**What you will do**
When the string "paint" is part of a line below, that line should be copied.
Start of Supplied records
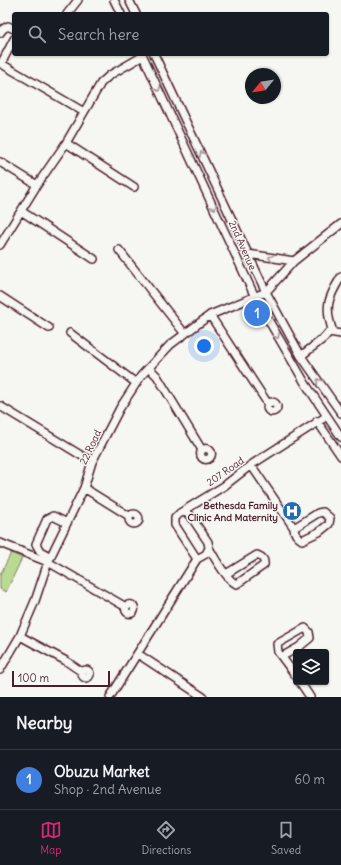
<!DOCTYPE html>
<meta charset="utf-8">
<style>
:root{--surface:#171b24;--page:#20242c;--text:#f1f3f6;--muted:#9ea1a6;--line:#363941;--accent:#db2777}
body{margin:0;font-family:Delius,sans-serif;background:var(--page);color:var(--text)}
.controls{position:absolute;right:12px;bottom:12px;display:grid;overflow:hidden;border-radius:4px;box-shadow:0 1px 3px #0004}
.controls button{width:36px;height:36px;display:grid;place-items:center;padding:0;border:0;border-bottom:1px solid var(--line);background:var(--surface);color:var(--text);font:20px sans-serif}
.compass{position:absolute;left:245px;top:68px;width:36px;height:36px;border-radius:50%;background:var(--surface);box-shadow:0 1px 3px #0004;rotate:240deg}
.scale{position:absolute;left:12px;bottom:10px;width:98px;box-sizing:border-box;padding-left:4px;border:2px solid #4a1f2b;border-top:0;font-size:11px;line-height:14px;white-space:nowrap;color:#4a1f2b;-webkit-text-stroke:3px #f6f6f2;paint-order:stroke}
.you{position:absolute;left:204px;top:346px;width:14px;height:14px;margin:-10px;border:3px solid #fff;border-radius:50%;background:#1a73e8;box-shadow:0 0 0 6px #1a73e833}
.badge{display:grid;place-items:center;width:26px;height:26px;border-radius:50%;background:var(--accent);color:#fff;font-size:13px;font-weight:700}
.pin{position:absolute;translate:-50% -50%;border:2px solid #fff;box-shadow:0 1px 4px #0006}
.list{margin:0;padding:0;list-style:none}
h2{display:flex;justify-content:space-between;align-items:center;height:52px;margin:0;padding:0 16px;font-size:17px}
h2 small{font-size:13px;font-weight:400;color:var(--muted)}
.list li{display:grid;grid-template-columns:26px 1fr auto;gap:12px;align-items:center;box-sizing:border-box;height:60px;padding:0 16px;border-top:1px solid var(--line)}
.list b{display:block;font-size:15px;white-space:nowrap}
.list p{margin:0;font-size:13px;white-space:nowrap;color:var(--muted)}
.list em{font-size:13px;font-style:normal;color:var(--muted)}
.icon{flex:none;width:22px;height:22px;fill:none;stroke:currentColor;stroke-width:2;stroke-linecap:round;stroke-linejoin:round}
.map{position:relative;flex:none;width:341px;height:697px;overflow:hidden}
.search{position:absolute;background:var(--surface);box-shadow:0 1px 3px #0004;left:12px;right:12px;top:12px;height:44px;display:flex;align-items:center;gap:10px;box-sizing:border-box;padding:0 14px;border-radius:4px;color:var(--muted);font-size:15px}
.sheet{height:112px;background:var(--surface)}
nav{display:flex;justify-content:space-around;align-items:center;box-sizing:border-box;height:56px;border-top:1px solid var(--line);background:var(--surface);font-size:11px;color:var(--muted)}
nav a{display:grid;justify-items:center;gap:2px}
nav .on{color:var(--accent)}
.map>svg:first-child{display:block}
</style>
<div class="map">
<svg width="341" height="697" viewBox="0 0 341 697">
<rect width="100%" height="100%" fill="#f6f6f2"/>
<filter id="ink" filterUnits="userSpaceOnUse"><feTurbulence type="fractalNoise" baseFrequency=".025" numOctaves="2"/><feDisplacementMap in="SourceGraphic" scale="8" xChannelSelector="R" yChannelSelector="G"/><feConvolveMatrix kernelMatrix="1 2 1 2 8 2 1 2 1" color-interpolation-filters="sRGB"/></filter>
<g filter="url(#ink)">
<path fill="#bada93" stroke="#827c5f" d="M11 553 22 558 6 592 0 589V575Z"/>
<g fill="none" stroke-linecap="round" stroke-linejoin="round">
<g stroke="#4a1f2b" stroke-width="10">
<path id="minor" d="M114 0 121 14
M129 0 136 14
M67 14 78 0
M0 33 3 29 8 26 14 29
M142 54 255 297 305 383 341 437
M154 54 266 292 301 356 341 413
M0 63 84 112
M1 64 14 39
M66 143 134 187
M0 162 37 185
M21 211 94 259
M0 245 37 185 66 143 101 83 110 75 143 56
M119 250 185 334
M248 254 294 261
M0 296 49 328
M210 315 268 404
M333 332C324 307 328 298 341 277
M70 333 136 383
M301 356 324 338 329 332 341 334
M149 368 157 376 202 450
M267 407a5 5 0 1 1 10 0a5 5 0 1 1-10 0Z
M0 406 92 462
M317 421 341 456
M200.5 454a5.5 5.5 0 1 1 11 0a5.5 5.5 0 1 1-11 0Z
M251 465 294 528C294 534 297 537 302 540L319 532 329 524 330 518 323 512 318 513 294 528
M84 488 129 516
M129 519a5 5 0 1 1 10 0a5 5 0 1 1-10 0Z
M0 543 48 562 126 607
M209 548C214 557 228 582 237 584L264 565C265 559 262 557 257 555L226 574
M51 557 40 551 36 544 47 519 53 516 67 523
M197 559 175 525V518L180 513 224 486 251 465 327 416
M125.5 609a4.5 4.5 0 1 1 9 0a4.5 4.5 0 1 1-9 0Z
M20 636 66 661 82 672
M138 654 203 697
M283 656 299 647 310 638 309 632 305 628 277 644 278 652 296 676
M82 674a4 4 0 1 1 8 0a4 4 0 1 1-8 0Z
M0 670 20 636 35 601 48 562 84 488 92 462 120 408 141 376 170 345 210 315 266 292 294 261 341 224
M300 682 310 697
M110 697 197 559 206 554 209 548 208 542 190 515 187 512 180 513"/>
</g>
<use href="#minor" stroke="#f6f6f2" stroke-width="7"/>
</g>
<defs><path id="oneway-chevron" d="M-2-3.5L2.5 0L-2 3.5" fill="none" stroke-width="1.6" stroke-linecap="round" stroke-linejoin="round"/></defs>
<g stroke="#a99598">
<use href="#oneway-chevron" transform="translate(158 89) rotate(65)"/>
<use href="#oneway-chevron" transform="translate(202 154) rotate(-115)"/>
<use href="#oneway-chevron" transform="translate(214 207) rotate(65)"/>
<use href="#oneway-chevron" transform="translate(271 258) rotate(-165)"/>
<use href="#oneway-chevron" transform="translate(277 336) rotate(60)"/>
<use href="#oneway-chevron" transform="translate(319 381) rotate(-125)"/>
</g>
</g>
<defs>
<g id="hospital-disc" transform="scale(1)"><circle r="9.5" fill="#1f6fb2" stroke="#f6f6f2"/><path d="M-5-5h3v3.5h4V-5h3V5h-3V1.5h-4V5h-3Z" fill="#fff"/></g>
</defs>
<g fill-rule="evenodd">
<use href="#hospital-disc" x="292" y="511"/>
</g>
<g text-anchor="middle" stroke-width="3" stroke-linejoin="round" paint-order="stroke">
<g font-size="10" fill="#4a1f2b" stroke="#f6f6f2">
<text transform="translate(243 245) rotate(66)" y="4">2nd Avenue</text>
<text transform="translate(90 447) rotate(-65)" y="4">22 Road</text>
<text transform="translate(225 471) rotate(-35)" y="4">207 Road</text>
</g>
<g font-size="10" font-weight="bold" fill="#4a1f2b" stroke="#f6f6f2" text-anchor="end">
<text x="278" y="509">Bethesda Family<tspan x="278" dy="12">Clinic And Maternity</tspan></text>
</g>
</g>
</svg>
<div class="controls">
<button><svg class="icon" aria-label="layers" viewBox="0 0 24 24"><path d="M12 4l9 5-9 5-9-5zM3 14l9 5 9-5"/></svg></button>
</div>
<svg class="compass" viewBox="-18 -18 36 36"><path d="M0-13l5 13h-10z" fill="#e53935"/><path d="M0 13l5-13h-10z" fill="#9ea1a6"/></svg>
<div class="scale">100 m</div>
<div class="you"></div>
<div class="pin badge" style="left:257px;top:313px;background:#3f7fe0">1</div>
<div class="search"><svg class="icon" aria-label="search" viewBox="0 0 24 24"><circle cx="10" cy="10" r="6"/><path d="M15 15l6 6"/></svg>Search here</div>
</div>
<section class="sheet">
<h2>Nearby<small></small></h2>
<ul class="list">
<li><span class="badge" style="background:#3f7fe0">1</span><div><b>Obuzu Market</b><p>Shop · 2nd Avenue</p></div><em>60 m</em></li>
</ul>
</section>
<nav>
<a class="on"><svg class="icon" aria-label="map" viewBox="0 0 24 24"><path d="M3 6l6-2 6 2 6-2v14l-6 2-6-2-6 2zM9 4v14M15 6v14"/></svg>Map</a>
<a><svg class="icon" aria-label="directions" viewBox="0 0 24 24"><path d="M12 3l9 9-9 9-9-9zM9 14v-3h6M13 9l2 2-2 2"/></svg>Directions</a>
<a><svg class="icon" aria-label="saved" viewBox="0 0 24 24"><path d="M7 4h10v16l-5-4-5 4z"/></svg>Saved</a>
</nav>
End of Supplied records
**Your response**
.scale{position:absolute;left:12px;bottom:10px;width:98px;box-sizing:border-box;padding-left:4px;border:2px solid #4a1f2b;border-top:0;font-size:11px;line-height:14px;white-space:nowrap;color:#4a1f2b;-webkit-text-stroke:3px #f6f6f2;paint-order:stroke}
<g text-anchor="middle" stroke-width="3" stroke-linejoin="round" paint-order="stroke">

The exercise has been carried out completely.